(Given information)
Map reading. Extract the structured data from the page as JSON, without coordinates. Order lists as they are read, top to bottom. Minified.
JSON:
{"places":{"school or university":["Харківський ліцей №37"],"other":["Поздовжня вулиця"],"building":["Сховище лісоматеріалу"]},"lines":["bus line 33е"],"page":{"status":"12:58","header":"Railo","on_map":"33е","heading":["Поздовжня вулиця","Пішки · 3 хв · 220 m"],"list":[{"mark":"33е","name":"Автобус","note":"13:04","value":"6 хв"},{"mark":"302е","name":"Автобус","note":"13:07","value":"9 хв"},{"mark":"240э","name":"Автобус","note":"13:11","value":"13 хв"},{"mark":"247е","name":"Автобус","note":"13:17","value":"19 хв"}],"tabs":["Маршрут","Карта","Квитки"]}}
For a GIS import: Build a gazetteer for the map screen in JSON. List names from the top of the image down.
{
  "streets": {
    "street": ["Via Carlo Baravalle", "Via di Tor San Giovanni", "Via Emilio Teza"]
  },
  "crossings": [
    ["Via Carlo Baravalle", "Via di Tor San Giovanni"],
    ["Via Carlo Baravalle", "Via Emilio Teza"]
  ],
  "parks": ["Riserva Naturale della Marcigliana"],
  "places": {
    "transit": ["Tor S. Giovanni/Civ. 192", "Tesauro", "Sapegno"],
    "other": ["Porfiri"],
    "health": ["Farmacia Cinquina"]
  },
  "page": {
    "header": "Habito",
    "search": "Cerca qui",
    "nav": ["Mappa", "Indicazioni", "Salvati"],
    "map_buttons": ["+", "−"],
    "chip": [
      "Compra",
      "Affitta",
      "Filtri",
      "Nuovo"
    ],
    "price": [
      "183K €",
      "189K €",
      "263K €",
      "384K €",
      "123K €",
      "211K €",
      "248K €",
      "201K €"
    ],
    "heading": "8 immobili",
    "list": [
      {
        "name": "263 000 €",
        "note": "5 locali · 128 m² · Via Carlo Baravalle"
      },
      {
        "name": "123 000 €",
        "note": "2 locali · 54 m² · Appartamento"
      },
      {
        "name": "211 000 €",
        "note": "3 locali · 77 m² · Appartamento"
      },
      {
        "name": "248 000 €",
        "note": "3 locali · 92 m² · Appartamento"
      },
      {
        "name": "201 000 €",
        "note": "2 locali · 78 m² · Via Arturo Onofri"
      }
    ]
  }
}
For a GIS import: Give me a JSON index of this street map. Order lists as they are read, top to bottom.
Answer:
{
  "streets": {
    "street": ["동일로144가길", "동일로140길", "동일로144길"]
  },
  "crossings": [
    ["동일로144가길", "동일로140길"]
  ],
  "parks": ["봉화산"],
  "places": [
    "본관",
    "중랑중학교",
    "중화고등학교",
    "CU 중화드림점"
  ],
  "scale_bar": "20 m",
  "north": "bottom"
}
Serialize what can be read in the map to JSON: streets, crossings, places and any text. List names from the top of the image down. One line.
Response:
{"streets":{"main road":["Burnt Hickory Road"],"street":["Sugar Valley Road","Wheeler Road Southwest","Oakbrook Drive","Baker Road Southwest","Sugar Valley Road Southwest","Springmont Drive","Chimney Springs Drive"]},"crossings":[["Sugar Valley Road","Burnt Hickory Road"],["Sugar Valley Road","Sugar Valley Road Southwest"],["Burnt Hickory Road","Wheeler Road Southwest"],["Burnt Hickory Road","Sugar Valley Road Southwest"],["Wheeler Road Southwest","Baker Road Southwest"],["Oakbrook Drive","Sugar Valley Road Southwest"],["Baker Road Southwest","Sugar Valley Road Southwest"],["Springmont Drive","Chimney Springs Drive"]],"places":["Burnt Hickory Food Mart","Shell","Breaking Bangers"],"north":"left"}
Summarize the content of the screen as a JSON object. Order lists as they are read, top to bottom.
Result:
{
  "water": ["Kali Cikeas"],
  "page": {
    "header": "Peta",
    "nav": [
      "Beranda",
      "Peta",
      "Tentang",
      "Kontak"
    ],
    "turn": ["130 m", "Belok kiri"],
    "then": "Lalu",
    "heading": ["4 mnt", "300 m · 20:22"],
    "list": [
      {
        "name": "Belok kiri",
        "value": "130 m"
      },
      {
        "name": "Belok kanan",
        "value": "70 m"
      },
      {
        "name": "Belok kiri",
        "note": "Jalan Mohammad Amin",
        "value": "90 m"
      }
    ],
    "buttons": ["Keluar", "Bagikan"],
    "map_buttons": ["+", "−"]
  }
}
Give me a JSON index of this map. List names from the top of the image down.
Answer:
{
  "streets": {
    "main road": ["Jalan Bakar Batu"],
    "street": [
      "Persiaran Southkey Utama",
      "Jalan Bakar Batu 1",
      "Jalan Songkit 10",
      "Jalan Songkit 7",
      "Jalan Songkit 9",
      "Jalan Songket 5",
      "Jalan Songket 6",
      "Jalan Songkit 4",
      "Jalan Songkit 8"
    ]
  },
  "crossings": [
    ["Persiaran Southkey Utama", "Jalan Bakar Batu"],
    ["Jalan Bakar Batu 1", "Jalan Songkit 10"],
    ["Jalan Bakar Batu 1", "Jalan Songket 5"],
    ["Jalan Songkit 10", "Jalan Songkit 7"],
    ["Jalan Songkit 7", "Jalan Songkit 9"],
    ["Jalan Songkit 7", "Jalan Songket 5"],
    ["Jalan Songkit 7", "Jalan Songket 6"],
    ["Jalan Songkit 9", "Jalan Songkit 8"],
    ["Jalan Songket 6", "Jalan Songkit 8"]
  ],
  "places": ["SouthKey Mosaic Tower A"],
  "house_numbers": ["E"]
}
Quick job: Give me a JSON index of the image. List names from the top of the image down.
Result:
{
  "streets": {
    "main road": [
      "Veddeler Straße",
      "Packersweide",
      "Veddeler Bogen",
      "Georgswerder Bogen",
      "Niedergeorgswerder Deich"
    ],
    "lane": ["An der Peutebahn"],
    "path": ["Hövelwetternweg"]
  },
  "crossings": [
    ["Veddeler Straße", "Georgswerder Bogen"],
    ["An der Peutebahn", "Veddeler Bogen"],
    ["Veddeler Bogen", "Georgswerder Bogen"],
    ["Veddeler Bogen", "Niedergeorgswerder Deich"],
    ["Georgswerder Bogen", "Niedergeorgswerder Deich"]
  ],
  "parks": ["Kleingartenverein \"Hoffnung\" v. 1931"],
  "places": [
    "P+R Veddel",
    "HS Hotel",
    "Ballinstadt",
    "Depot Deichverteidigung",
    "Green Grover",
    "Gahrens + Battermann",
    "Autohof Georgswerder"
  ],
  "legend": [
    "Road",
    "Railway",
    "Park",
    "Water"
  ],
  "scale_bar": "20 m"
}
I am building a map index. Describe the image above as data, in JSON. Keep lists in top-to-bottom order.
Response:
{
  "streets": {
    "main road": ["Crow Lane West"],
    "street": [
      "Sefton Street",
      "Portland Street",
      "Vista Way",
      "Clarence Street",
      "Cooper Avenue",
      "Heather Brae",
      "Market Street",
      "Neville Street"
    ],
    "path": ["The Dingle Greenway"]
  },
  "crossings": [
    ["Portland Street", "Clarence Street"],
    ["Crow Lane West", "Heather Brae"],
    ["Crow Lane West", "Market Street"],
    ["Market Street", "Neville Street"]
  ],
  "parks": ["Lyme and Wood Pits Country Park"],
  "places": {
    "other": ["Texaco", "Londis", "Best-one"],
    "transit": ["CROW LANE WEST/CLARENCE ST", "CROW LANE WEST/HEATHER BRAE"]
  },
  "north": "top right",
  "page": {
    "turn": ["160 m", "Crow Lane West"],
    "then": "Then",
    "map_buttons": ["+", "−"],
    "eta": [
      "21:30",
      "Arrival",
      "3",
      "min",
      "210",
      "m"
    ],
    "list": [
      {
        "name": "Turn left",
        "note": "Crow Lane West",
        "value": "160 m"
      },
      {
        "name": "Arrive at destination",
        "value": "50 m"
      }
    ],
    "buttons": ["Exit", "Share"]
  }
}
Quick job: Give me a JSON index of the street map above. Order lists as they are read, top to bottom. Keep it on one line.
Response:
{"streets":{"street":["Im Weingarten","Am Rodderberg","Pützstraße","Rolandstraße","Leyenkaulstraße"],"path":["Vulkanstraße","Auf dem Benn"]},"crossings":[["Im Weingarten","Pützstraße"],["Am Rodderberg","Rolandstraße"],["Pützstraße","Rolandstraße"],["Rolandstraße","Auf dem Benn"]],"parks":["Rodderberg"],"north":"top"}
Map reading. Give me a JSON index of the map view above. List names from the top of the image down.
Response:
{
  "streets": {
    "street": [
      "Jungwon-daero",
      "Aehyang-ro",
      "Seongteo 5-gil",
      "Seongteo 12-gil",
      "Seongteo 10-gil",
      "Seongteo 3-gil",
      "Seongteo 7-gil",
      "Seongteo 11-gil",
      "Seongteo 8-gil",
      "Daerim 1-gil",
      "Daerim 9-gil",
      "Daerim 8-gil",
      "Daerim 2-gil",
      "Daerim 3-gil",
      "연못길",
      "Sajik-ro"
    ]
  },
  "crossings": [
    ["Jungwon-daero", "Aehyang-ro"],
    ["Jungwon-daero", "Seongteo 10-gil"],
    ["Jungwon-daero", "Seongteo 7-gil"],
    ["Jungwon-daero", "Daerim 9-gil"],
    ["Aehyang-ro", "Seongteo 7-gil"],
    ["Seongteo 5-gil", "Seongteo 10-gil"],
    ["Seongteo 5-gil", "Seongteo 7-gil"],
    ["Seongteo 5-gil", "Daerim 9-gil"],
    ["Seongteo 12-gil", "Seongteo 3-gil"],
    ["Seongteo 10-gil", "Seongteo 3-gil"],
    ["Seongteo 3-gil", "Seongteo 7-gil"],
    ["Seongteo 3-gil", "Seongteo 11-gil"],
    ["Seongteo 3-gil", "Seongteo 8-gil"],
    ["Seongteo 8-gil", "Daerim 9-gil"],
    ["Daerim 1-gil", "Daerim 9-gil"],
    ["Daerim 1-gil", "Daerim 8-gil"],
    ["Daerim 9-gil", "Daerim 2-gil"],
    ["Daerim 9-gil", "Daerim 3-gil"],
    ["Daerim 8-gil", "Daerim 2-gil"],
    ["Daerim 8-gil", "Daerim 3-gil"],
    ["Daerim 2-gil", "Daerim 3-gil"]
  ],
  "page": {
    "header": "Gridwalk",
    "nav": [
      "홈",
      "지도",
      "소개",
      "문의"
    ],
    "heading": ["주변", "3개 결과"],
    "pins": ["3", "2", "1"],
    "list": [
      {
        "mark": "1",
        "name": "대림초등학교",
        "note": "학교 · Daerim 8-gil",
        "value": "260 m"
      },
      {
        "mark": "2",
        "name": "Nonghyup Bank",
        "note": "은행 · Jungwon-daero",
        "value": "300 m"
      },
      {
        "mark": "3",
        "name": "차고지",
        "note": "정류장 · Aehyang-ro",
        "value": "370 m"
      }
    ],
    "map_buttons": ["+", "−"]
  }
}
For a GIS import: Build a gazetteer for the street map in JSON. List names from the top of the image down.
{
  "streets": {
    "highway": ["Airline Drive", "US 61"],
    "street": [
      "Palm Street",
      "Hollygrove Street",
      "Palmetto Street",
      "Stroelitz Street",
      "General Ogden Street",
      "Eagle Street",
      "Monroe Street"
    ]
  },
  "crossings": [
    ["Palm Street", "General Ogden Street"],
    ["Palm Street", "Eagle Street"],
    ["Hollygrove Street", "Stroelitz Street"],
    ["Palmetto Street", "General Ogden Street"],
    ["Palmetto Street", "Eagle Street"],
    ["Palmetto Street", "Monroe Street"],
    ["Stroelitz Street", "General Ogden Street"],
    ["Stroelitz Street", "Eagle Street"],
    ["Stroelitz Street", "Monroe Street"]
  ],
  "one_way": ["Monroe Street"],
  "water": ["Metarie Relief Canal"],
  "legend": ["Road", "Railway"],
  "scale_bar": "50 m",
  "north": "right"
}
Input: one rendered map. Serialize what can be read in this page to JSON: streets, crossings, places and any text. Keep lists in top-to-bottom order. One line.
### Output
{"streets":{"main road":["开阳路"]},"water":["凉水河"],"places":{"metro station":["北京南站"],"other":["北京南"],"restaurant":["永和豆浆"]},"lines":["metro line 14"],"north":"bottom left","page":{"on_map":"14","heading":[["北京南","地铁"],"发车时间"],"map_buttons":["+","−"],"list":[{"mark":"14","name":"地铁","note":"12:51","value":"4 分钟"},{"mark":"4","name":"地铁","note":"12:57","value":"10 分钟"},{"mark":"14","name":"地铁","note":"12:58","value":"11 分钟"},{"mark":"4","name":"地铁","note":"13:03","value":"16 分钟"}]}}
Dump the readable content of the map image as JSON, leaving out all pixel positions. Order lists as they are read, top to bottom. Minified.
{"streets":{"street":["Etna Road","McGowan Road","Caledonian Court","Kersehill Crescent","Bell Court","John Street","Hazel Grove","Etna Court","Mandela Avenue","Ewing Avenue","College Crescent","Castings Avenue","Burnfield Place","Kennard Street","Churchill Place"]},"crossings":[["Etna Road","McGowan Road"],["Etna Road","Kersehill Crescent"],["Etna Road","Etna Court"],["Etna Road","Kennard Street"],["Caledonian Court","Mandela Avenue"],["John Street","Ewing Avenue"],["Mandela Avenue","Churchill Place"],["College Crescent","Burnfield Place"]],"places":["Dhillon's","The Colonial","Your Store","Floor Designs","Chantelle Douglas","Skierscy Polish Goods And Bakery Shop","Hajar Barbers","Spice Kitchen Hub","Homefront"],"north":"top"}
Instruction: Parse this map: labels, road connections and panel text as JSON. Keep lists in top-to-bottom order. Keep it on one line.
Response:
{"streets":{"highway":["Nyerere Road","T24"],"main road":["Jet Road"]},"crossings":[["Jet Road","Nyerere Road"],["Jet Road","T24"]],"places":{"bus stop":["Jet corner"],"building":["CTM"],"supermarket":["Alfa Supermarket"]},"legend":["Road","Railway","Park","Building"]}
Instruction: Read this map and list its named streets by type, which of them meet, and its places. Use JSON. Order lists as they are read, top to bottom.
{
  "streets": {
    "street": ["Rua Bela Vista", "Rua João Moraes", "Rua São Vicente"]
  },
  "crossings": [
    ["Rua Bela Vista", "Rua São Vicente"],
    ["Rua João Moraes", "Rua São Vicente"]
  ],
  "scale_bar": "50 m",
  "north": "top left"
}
(End Given information)
Show every line in the records above that contains the word "Aehyang".

      "Aehyang-ro",
    ["Jungwon-daero", "Aehyang-ro"],
    ["Aehyang-ro", "Seongteo 7-gil"],
        "note": "정류장 · Aehyang-ro",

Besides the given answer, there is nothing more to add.